▶ Description of the task
Every line below from the one containing "const ctx = document.querySelector('canvas').getContext('2d');" through the one containing "ctx.translate(x, y);" must be transcribed exactly. Omit all lines outside that stretch.

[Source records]
[Start of Attachment]

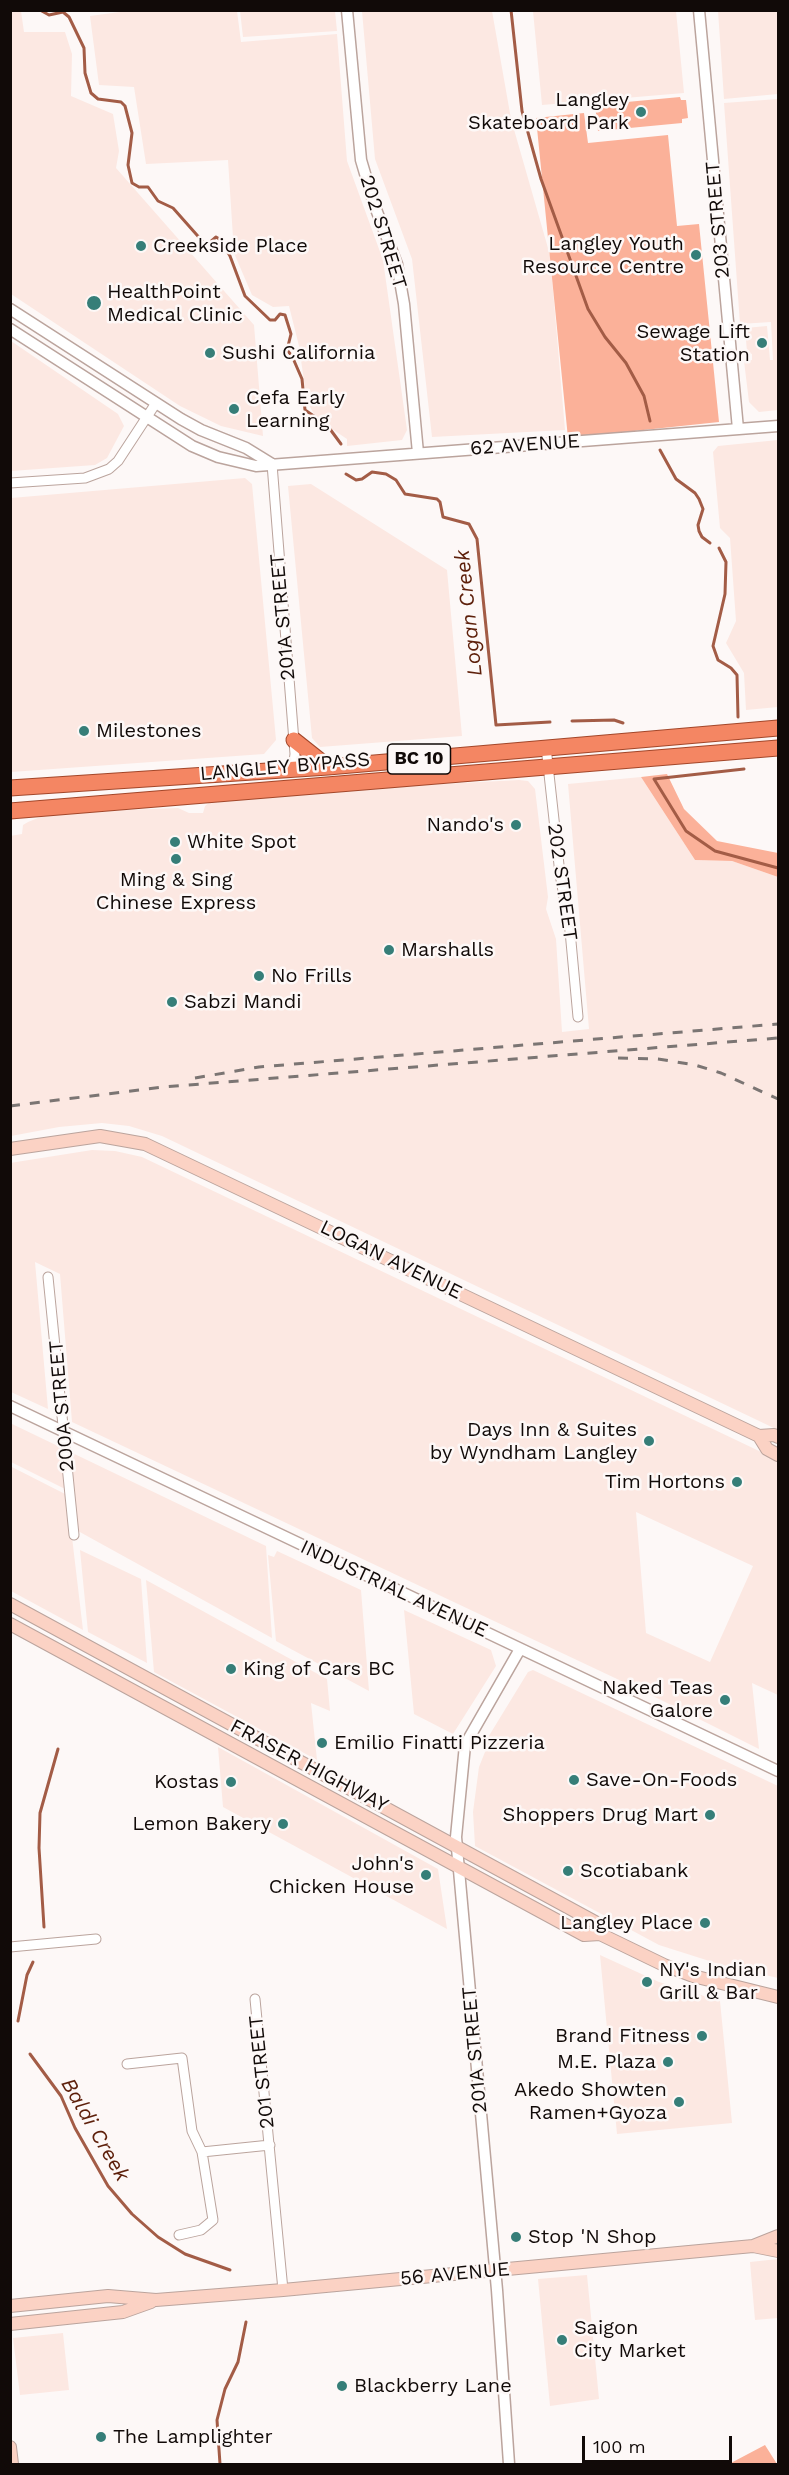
<!DOCTYPE html>
<html>
<head>
<meta charset="utf-8">
<style>
	body { margin:0 }
	#map { position:relative; width:789px; height:2475px; overflow:hidden; background:#fdf8f7; font-family:"Work Sans",sans-serif }
	canvas { display:block }
	.frame { position:absolute; inset:0; border:12px solid #110a08; pointer-events:none }
	.scale { position:absolute; left:582px; top:2436px; width:150px; height:27px; box-sizing:border-box; border:3px solid #110a08; border-top:0; padding-left:8px; font-size:18px; line-height:21px; white-space:nowrap; color:#110a08; -webkit-text-stroke:4px #fdf8f7; paint-order:stroke }
</style>
</head>
<body>
<div id="map">
<canvas width="789" height="2475"></canvas>
<div class="frame"></div>
<div class="scale">100 m</div>
</div>
<script>
const ctx = document.querySelector('canvas').getContext('2d');
ctx.lineJoin = 'round';
function fill(path, color) {
  ctx.fillStyle = color;
  ctx.fill(path, 'evenodd');
}
function shape(rows) {
  const path = new Path2D();
  for (const r of rows) {
    path.moveTo(r[0], r[1]);
    for (let i = 2; i < r.length; i += 2) path.lineTo(r[i], r[i + 1]);
  }
  return path;
}
function strokePath(path, color, width, dash) {
  ctx.strokeStyle = color;
  ctx.lineWidth = width;
  ctx.lineCap = dash ? 'butt' : 'round';
  ctx.setLineDash(dash || []);
  ctx.stroke(path);
}
function label(font, color, halo, rows, align = 'center') {
  ctx.font = font + ' "Work Sans",sans-serif';
  ctx.lineWidth = 5;
  ctx.setLineDash([]);
  ctx.textBaseline = 'middle';
  ctx.strokeStyle = halo;
  ctx.fillStyle = color;
  for (const [text, x, y, turn = 0] of rows) {
    ctx.save();
    ctx.translate(x, y);
    ctx.rotate((+turn || 0) * Math.PI / 180);
    ctx.textAlign = isNaN(turn) ? turn : align;
    if (halo) ctx.strokeText(text, 0, 0);
    ctx.fillText(text, 0, 0);
    ctx.restore();
  }
}
fill(shape([
	[10,11,21,11,24,32,65,32,72,54,71,96,113,114,119,151,116,168,254,325,263,436,221,426,180,406,11,294],
	[127,11,237,11,241,42,337,34,347,161,383,260,407,430,402,440,347,446,347,439,317,419,307,402,299,346,289,306,273,307,252,295,234,253,228,160,146,164,134,87,99,85,90,16],
	[240,11,335,11,337,31,243,37],
	[362,11,492,11,511,119,550,255,565,430,432,437,412,259,375,159],
	[533,11,676,11,684,93,542,105],
	[718,11,778,11,778,94,724,99],
	[778,99,778,410,759,412,749,402,744,361,752,360,752,354,747,352,745,328,767,326,770,360,773,360,771,322,740,324,724,103],
	[11,341,118,414,124,426,107,458,95,465,11,471],
	[778,440,778,707,746,710,744,673,726,643,736,621,730,538,720,528,713,452,718,446],
	[245,478,252,484,276,740,264,754,11,772,11,498],
	[311,484,447,570,462,736,320,747,312,738,288,486],
	[641,777,695,860,732,861,778,877,778,1430,162,1136,129,1126,102,1123,59,1127,11,1136,10,836,22,834,23,825,28,822,43,816,98,811,178,808,189,813,203,813,205,806,210,802,404,786,519,780,528,781,535,789,548,897,546,909,556,939,562,1032,589,1029,568,784],
	[92,1150,115,1151,142,1157,778,1460,778,1695,752,1683,759,1749,651,1695,72,1422,60,1274,35,1262,48,1409,11,1392,10,1163],
	[636,1512,753,1566,710,1662,646,1633],
	[10,1423,266,1546,272,1638,78,1531,73,1493,11,1462],
	[10,1466,67,1495,83,1630,11,1591],
	[80,1550,141,1579,147,1663,88,1632],
	[277,1551,361,1590,369,1691,276,1641,268,1555,274,1557],
	[146,1580,327,1679,330,1711,311,1703,317,1760,154,1672],
	[404,1610,491,1650,496,1666,453,1734,414,1714],
	[533,1670,778,1786,778,1978,722,1965,659,1945,475,1846,473,1812,479,1767,487,1747,487,1739,528,1672],
	[218,1747,438,1869,447,1929,223,1807],
	[600,1955,659,1982,720,2001,732,2123,617,2134],
	[778,2259,778,2318,755,2320,750,2262],
	[587,2275,599,2399,550,2406,538,2279],
	[63,2333,69,2390,20,2395,13,2338]
]), '#fce8e2');
fill(shape([
	[680,97,681,100,686,100,688,118,682,119,682,123,598,131,595,105],
	[584,113,588,143,668,135,677,226,699,224,719,422,568,438,536,118],
	[667,774,684,809,717,841,778,853,778,877,732,861,695,860,641,777],
	[765,2445,777,2464,729,2464]
]), '#fbb199');
strokePath(shape([
	[40,10,49,15,63,12,69,17,84,48,85,73,91,93,98,99,121,102,125,106,132,133,128,165,132,183,139,187,148,187,158,201,173,208,204,243,208,244,216,237,221,240,230,256,245,296,270,320,275,320,280,314,285,315,291,334,287,350,292,356,302,379,305,410,327,425,341,444],
	[511,10,522,111,541,179,588,309,605,337,626,363,644,396,650,421],
	[660,450,676,479,695,493,699,499,703,509,698,525,699,531,702,537,710,543],
	[346,474,356,480,362,479,372,472,386,474,396,480,405,494,437,499,440,502,443,517,469,524,477,539,496,725,550,722],
	[719,548,726,562,725,594,713,646,718,660,731,668,737,675,738,717],
	[572,721,614,720,623,723],
	[744,769,654,779,686,831,715,851,778,868],
	[44,1927,39,1848,40,1813,58,1749],
	[18,2021,27,1975,33,1962],
	[30,2054,61,2096,75,2128,108,2186,132,2214,158,2237,185,2254,230,2270],
	[220,2464,217,2420,225,2389,238,2362,246,2322]
]), '#a35c46', 3);
const minor = shape([
	[272,464,295,754,293,769],
	[10,483,85,478,109,469,118,461,156,403],
	[546,747,560,874,570,931,578,1017],
	[48,1277,74,1535],
	[10,1947,96,1939],
	[255,1999,283,2290],
	[127,2064,182,2058,192,2131,202,2152,213,2220,201,2230,179,2235],
	[202,2152,270,2145]
]);
const tertiary = shape([
	[347,10,361,160,374,204,397,264,404,304,418,453],
	[699,10,738,429],
	[10,309,181,419,201,430,246,448,272,464],
	[10,329,192,446,218,457,256,466,778,426],
	[10,1406,778,1771],
	[509,2464,497,2290,456,1837,465,1745,520,1649]
]);
const secondary = shape([
	[10,1149,100,1136,145,1144,759,1436,774,1435,778,1437],
	[759,1436,767,1449,778,1455],
	[10,1604,595,1922,600,1934],
	[10,1624,584,1935,600,1934,664,1965,693,1976,778,1997],
	[753,2246,778,2236],
	[10,2306,108,2296,156,2300,283,2290,753,2246,778,2251],
	[10,2324,123,2312,151,2302],
	[10,2447,12,2464]
]);
const trunk = shape([
	[294,740,328,767],
	[10,788,328,767,778,728],
	[10,811,778,748]
]);
strokePath(minor, '#bba49d', 11);
strokePath(tertiary, '#bba49d', 13);
strokePath(secondary, '#bba49d', 14);
strokePath(trunk, '#a3472a', 17);
strokePath(minor, '#fff', 9);
strokePath(tertiary, '#fff', 10);
strokePath(secondary, '#fbd2c4', 12);
strokePath(trunk, '#f48663', 15);
strokePath(shape([
	[618,1058,658,1059,695,1065,721,1073,778,1099],
	[195,1078,259,1067,778,1024],
	[10,1106,163,1087,778,1038]
]), '#7b7573', 3, [10, 10]);
for (const [x, y, r, color] of [
	[641,112,6,"#367e78"],
	[141,246,6,"#367e78"],
	[696,255,6,"#367e78"],
	[94,303,8,"#367e78"],
	[762,343,6,"#367e78"],
	[210,353,6,"#367e78"],
	[234,409,6,"#367e78"],
	[84,731,6,"#367e78"],
	[516,825,6,"#367e78"],
	[175,842,6,"#367e78"],
	[176,859,6,"#367e78"],
	[389,950,6,"#367e78"],
	[259,976,6,"#367e78"],
	[172,1002,6,"#367e78"],
	[649,1441,6,"#367e78"],
	[737,1482,6,"#367e78"],
	[231,1669,6,"#367e78"],
	[725,1700,6,"#367e78"],
	[322,1743,6,"#367e78"],
	[574,1780,6,"#367e78"],
	[231,1782,6,"#367e78"],
	[710,1815,6,"#367e78"],
	[283,1824,6,"#367e78"],
	[568,1871,6,"#367e78"],
	[426,1875,6,"#367e78"],
	[705,1923,6,"#367e78"],
	[647,1982,6,"#367e78"],
	[702,2036,6,"#367e78"],
	[668,2062,6,"#367e78"],
	[679,2102,6,"#367e78"],
	[516,2237,6,"#367e78"],
	[562,2340,6,"#367e78"],
	[342,2386,6,"#367e78"],
	[101,2437,6,"#367e78"]
]) {
  const dot = new Path2D();
  dot.arc(x, y, r, 0, 2 * Math.PI);
  ctx.fillStyle = color;
  ctx.fill(dot);
  strokePath(dot, '#fdf8f7', 2);
}
for (const [x, y, w] of [
	[419,759,63]
]) {
  const box = new Path2D();
  box.roundRect(x - w / 2, y - 15, w, 30, 4.5);
  ctx.fillStyle = '#fdf8f7';
  ctx.fill(box);
  strokePath(box, '#110a08', 1.5);
}
label('bold 18px', '#110a08', null, [
	["BC 10",419,759]
]);
label('20px', '#110a08', '#fdf8f7', [
	["Langley",629,100,"right"],
	["Skateboard Park",629,123,"right"],
	["Langley Youth",684,244,"right"],
	["Resource Centre",684,267,"right"],
	["Creekside Place",153,246],
	["HealthPoint",107,292],
	["Medical Clinic",107,315],
	["Sewage Lift",750,332,"right"],
	["Station",750,355,"right"],
	["Sushi California",222,353],
	["Cefa Early",246,398],
	["Learning",246,421],
	["Milestones",96,731],
	["Nando's",504,825,"right"],
	["White Spot",187,842],
	["Ming & Sing",176,880,"center"],
	["Chinese Express",176,903,"center"],
	["Marshalls",401,950],
	["No Frills",271,976],
	["Sabzi Mandi",184,1002],
	["Days Inn & Suites",637,1430,"right"],
	["by Wyndham Langley",637,1453,"right"],
	["Tim Hortons",725,1482,"right"],
	["King of Cars BC",243,1669],
	["Naked Teas",713,1688,"right"],
	["Galore",713,1711,"right"],
	["Emilio Finatti Pizzeria",334,1743],
	["Save-On-Foods",586,1780],
	["Kostas",219,1782,"right"],
	["Shoppers Drug Mart",698,1815,"right"],
	["Lemon Bakery",271,1824,"right"],
	["John's",414,1864,"right"],
	["Chicken House",414,1887,"right"],
	["Scotiabank",580,1871],
	["Langley Place",693,1923,"right"],
	["NY's Indian",659,1970],
	["Grill & Bar",659,1993],
	["Brand Fitness",690,2036,"right"],
	["M.E. Plaza",656,2062,"right"],
	["Akedo Showten",667,2090,"right"],
	["Ramen+Gyoza",667,2113,"right"],
	["Stop 'N Shop",528,2237],
	["Saigon",574,2328],
	["City Market",574,2351],
	["Blackberry Lane",354,2386],
	["The Lamplighter",113,2437]
], 'left');
label('20px', '#110a08', '#fdf8f7', [
	["203 STREET",718,220,-95],
	["202 STREET",383,232,73],
	["62 AVENUE",525,445,-4],
	["201A STREET",283,617,-95],
	["LANGLEY BYPASS",285,767,-5],
	["202 STREET",562,882,82],
	["LOGAN AVENUE",391,1260,26],
	["200A STREET",62,1406,-95],
	["INDUSTRIAL AVENUE",394,1589,25],
	["FRASER HIGHWAY",309,1766,28],
	["201A STREET",475,2050,-95],
	["201 STREET",262,2072,-96],
	["56 AVENUE",455,2274,-5]
]);
label('italic 21px', '#5d1f0a', '#fdf8f7', [
	["Logan Creek",469,613,-96],
	["Baldi Creek",95,2130,60]
]);
</script>
</body>
</html>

[End of Attachment]

▶ Reply to the task
const ctx = document.querySelector('canvas').getContext('2d');
ctx.lineJoin = 'round';
function fill(path, color) {
  ctx.fillStyle = color;
  ctx.fill(path, 'evenodd');
}
function shape(rows) {
  const path = new Path2D();
  for (const r of rows) {
    path.moveTo(r[0], r[1]);
    for (let i = 2; i < r.length; i += 2) path.lineTo(r[i], r[i + 1]);
  }
  return path;
}
function strokePath(path, color, width, dash) {
  ctx.strokeStyle = color;
  ctx.lineWidth = width;
  ctx.lineCap = dash ? 'butt' : 'round';
  ctx.setLineDash(dash || []);
  ctx.stroke(path);
}
function label(font, color, halo, rows, align = 'center') {
  ctx.font = font + ' "Work Sans",sans-serif';
  ctx.lineWidth = 5;
  ctx.setLineDash([]);
  ctx.textBaseline = 'middle';
  ctx.strokeStyle = halo;
  ctx.fillStyle = color;
  for (const [text, x, y, turn = 0] of rows) {
    ctx.save();
    ctx.translate(x, y);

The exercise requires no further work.